I leave her wrapped in the towel in the driver’s seat, shut the door, and am pointing the remote to lock it when headlights blind me as another car turns in. For an instant I can’t see, and then a window rolls down and Sil Machado is grinning at me.

“Hey, what’s doing, Doc?”

“Cat shopping.” I walk over to his Crown Vic. “You following me?”

“We sure it’s really her cat?” He shifts the car into park and props an arm on the door frame. “And yeah. I’m following you. Somebody’s got to.”

“Logic would tell you it’s her cat. But I don’t know it for a fact. She certainly seems lost and homeless.” I look around at the almost empty lot, at someone rolling a shopping cart at the far end of it. “Are you coming inside?”

“Don’t need anything at the store,” he replies. “Just making sure you get home okay.”

It seems a strange thing for him to say.

“I know you’re used to riding around all over the place at all hours. But I’m just making sure,” he repeats.

“Do you know something I don’t?” I notice bags of evidence in the dark backseat, including those I collected.

“Someone who’s familiar with Cambridge, right?”

“Someone who’s familiar with her house, her neighborhood. Someone who made himself familiar, anyway.” I step back to look through the driver’s window of my SUV, making sure the cat’s okay.

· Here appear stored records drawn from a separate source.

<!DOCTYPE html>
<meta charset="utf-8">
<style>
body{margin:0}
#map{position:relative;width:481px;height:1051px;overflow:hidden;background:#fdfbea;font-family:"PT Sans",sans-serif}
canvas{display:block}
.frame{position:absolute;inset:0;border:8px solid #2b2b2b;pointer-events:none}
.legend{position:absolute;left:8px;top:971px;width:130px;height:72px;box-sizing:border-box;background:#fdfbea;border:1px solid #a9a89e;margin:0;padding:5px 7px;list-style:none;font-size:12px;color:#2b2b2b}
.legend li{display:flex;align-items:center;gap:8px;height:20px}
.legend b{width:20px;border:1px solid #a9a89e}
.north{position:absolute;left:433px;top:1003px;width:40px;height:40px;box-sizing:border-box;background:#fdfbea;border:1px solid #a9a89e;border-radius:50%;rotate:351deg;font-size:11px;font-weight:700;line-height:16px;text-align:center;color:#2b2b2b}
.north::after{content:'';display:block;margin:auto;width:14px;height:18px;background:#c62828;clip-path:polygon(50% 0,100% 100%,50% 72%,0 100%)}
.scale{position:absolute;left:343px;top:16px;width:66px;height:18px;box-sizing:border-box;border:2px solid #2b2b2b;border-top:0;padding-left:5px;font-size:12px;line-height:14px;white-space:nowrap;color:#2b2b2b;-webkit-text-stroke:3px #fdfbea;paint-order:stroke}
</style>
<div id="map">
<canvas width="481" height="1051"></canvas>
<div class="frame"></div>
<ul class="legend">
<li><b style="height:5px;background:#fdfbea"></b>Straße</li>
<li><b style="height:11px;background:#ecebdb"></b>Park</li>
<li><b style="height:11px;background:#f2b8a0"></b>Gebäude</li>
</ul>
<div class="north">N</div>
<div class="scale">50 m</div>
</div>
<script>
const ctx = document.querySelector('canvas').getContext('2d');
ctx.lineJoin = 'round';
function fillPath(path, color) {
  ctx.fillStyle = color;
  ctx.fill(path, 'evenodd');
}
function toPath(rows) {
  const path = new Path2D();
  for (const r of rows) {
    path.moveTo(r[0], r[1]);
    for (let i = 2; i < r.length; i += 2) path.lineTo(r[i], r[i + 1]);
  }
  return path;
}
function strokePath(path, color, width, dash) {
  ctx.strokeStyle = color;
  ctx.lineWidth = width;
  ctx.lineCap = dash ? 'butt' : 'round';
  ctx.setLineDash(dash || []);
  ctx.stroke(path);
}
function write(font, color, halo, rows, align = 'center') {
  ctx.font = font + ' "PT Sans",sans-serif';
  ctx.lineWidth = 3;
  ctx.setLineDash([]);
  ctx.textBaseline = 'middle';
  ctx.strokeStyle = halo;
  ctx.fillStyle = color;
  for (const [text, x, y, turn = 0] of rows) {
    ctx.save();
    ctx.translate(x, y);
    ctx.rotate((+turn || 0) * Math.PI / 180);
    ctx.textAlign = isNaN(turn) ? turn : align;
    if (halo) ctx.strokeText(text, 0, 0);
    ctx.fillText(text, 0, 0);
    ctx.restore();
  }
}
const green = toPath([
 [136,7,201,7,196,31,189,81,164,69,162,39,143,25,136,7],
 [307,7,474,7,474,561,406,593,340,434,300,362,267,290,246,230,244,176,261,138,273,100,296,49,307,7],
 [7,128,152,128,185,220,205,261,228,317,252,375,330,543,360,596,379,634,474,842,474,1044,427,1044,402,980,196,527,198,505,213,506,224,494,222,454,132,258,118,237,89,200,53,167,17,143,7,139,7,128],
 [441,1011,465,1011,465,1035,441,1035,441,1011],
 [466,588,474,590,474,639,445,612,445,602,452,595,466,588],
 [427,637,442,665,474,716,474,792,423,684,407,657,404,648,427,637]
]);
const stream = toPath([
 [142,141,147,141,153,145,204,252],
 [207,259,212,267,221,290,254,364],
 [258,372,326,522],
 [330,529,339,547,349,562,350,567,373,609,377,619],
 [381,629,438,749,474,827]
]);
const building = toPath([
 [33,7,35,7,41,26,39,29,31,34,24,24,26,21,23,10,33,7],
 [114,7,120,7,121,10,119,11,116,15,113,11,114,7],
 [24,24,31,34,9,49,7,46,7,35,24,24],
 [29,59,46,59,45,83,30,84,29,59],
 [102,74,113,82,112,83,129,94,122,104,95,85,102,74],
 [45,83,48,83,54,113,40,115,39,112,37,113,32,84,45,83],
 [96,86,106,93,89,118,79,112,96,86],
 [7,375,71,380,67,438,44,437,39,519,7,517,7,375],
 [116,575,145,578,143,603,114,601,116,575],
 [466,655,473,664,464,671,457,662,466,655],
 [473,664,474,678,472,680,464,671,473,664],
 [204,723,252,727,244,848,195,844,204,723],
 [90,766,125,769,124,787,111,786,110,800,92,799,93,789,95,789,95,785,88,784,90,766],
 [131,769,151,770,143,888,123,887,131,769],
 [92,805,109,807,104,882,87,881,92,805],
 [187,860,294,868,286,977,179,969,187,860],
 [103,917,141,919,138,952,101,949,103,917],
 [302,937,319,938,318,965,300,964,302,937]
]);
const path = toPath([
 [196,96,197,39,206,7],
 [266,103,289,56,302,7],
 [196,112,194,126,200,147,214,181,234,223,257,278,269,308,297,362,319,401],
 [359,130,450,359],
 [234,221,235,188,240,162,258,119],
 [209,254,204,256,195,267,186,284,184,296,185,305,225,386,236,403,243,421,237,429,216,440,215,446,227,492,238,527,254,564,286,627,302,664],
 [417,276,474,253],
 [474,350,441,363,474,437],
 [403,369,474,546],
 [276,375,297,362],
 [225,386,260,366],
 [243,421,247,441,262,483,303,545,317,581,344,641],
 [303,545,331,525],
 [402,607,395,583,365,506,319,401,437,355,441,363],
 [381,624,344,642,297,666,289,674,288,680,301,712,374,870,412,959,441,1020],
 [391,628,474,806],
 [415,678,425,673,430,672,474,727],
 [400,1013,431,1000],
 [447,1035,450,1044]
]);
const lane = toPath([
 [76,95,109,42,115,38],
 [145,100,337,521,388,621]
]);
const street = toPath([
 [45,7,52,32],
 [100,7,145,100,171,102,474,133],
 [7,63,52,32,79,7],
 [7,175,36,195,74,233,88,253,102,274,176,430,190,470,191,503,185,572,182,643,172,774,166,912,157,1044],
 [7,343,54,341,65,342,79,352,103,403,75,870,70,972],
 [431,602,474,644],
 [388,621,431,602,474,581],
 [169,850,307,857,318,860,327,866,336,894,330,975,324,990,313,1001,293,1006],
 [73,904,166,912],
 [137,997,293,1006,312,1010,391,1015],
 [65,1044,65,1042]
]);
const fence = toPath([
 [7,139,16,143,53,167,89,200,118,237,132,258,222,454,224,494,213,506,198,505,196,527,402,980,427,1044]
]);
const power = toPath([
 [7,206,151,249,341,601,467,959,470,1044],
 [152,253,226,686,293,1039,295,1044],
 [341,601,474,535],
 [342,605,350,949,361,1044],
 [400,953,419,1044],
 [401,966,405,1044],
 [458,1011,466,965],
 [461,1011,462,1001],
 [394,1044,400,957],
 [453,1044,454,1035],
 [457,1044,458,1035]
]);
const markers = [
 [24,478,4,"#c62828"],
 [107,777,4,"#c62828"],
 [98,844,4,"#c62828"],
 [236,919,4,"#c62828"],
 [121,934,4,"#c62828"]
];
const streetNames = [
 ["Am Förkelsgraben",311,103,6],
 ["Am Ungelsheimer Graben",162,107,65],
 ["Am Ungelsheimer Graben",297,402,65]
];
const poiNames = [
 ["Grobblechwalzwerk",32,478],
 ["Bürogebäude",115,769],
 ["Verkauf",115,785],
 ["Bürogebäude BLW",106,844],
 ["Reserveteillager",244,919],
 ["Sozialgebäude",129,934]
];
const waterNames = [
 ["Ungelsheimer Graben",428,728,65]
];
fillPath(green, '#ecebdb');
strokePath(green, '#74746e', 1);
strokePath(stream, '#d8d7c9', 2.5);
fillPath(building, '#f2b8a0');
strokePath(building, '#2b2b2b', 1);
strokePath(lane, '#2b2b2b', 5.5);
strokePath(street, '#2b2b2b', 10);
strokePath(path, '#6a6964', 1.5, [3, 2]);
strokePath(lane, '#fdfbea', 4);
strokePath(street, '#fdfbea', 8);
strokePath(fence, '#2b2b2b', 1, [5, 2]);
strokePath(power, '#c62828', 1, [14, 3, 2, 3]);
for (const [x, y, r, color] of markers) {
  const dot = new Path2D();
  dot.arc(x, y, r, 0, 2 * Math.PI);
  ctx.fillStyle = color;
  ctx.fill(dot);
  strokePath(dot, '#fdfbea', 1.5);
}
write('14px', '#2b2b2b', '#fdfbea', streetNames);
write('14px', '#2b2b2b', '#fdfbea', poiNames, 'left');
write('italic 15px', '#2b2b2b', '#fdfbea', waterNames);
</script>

She’s sitting up on the towel.

“Getting her mail out of the box, right? Maybe emptying her garbage and rolling out her can?” Machado looks at me, and he’s as serious and unyielding as granite. “So I’m thinking this guy’s way too comfortable around here. Knows when to get mail out of her box, probably at least once a week? Knows when garbage collection is. I hate what happened back there. I mean, Burke was out of bounds.”

“I don’t know how much mail she got.” I’m not going to discuss what he’s just brought up.

“Me and Marino ride Harleys together. Which is how we got in tight.” Machado stares past me. “He drops by with pizza, to have coffee, sometimes we meet up at the gym, a real good guy and respects the hell out of you. I had no idea. I mean, I don’t know what to say except I know what he feels about you. I know he’d take a bullet.”

“I’m assuming this person was getting her mail once a week or a couple times a month at an hour when he’s not likely to be seen. The obvious point would be he didn’t want to raise suspicions and have people looking for her while he still had her body, storing it wherever he did for months.” I’m not going to talk about Marino with him. “Do you have that keychain with you?”